= Problem =
Start with the first line of the records below. Output each line exactly, ending with the one that contains "Task: Describe the".

(Saved data entries)
────────────────────────────────────────
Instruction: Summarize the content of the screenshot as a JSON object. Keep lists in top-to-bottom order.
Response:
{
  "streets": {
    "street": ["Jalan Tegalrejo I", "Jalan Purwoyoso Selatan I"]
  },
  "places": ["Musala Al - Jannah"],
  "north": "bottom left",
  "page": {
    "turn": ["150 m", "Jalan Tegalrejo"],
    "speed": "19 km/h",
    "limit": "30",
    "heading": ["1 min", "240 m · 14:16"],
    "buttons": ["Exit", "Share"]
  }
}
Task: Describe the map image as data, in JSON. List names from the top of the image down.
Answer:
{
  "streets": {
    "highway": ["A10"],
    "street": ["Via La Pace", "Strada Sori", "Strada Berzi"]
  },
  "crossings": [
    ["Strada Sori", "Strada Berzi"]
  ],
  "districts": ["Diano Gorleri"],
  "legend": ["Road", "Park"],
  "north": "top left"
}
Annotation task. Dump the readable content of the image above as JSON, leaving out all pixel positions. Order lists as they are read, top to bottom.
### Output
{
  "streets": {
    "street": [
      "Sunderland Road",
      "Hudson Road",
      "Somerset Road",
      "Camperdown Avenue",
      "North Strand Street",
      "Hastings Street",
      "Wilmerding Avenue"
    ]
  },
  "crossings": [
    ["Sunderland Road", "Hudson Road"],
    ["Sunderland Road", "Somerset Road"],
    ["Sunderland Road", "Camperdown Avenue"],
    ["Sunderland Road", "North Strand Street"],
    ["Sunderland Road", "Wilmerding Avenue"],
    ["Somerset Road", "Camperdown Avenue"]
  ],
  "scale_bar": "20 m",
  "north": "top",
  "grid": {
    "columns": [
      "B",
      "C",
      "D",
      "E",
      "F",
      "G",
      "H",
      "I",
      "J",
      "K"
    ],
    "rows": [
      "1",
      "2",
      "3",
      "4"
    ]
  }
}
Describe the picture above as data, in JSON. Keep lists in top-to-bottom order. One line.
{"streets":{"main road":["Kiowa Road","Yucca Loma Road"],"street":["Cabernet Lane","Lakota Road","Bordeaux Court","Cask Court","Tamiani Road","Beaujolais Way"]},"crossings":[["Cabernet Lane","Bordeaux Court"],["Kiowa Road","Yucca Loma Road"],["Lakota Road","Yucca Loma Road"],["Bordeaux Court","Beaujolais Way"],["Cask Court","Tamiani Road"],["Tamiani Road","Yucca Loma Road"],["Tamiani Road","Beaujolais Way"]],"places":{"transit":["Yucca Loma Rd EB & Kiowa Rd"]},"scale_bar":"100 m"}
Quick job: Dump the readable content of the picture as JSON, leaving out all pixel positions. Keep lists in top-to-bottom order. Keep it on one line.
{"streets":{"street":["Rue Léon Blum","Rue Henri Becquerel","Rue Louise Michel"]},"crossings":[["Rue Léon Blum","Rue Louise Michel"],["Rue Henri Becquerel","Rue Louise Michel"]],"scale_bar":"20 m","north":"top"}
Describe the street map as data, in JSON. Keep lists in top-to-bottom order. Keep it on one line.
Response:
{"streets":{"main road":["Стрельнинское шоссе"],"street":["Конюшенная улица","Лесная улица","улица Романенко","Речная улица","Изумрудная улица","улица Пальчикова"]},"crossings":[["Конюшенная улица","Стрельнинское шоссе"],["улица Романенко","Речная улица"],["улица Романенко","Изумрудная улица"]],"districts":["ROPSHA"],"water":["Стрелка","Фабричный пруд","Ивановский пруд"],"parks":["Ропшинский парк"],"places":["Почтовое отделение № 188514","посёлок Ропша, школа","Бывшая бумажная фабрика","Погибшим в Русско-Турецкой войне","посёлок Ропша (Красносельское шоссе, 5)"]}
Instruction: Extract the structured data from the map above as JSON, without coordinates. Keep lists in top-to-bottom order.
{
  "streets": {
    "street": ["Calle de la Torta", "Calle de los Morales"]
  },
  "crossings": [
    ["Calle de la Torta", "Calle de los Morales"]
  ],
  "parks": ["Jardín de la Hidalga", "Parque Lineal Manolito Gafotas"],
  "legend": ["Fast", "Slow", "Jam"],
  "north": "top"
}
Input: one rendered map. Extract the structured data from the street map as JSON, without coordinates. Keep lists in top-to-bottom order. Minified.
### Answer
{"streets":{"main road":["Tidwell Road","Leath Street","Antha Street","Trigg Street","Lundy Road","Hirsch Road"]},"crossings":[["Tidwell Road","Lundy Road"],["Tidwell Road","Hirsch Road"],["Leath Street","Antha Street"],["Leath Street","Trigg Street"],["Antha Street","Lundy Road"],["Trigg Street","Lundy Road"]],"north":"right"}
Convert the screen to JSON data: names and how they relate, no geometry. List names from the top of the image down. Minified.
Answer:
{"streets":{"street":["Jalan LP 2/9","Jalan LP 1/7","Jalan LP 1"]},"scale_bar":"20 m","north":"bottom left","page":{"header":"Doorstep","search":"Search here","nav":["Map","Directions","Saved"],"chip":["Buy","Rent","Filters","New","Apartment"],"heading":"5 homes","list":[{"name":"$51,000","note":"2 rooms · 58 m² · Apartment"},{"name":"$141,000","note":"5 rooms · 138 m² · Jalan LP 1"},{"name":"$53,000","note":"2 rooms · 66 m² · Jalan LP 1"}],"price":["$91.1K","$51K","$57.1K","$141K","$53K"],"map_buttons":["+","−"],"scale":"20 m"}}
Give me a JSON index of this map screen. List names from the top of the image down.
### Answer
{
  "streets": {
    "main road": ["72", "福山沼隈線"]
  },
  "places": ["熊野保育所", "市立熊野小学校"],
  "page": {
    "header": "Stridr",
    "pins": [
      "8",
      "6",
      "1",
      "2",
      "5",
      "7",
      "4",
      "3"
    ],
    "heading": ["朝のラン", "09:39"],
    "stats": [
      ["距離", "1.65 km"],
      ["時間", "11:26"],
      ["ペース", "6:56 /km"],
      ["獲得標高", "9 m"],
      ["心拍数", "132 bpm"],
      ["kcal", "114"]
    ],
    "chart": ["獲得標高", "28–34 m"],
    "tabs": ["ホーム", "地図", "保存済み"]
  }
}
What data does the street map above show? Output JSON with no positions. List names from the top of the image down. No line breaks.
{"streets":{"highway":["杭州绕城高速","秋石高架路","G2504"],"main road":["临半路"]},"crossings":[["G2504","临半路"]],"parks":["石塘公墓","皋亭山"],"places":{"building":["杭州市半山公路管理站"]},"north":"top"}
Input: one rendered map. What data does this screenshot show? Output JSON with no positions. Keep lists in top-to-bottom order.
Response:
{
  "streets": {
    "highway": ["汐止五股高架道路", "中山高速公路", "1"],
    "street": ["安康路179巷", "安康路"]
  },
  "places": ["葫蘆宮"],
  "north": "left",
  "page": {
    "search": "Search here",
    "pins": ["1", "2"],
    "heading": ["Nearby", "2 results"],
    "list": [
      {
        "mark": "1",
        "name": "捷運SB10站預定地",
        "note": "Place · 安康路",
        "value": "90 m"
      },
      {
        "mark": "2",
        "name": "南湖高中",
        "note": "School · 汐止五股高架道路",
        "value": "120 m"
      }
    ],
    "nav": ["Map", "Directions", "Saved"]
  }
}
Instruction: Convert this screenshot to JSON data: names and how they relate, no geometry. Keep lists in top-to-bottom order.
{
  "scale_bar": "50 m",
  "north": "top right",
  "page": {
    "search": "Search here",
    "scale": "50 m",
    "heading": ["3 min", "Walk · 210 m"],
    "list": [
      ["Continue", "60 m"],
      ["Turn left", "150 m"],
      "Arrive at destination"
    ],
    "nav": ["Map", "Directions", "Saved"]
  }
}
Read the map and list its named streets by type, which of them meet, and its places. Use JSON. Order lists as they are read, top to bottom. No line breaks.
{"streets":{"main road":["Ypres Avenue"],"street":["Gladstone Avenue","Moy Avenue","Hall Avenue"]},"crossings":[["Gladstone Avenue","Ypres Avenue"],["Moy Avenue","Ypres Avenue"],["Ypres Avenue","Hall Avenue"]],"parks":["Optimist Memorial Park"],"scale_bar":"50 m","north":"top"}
────────────────────────────────────────
= Answer to this problem =
Instruction: Summarize the content of the screenshot as a JSON object. Keep lists in top-to-bottom order.
Response:
{
  "streets": {
    "street": ["Jalan Tegalrejo I", "Jalan Purwoyoso Selatan I"]
  },
  "places": ["Musala Al - Jannah"],
  "north": "bottom left",
  "page": {
    "turn": ["150 m", "Jalan Tegalrejo"],
    "speed": "19 km/h",
    "limit": "30",
    "heading": ["1 min", "240 m · 14:16"],
    "buttons": ["Exit", "Share"]
  }
}
Task: Describe the map image as data, in JSON. List names from the top of the image down.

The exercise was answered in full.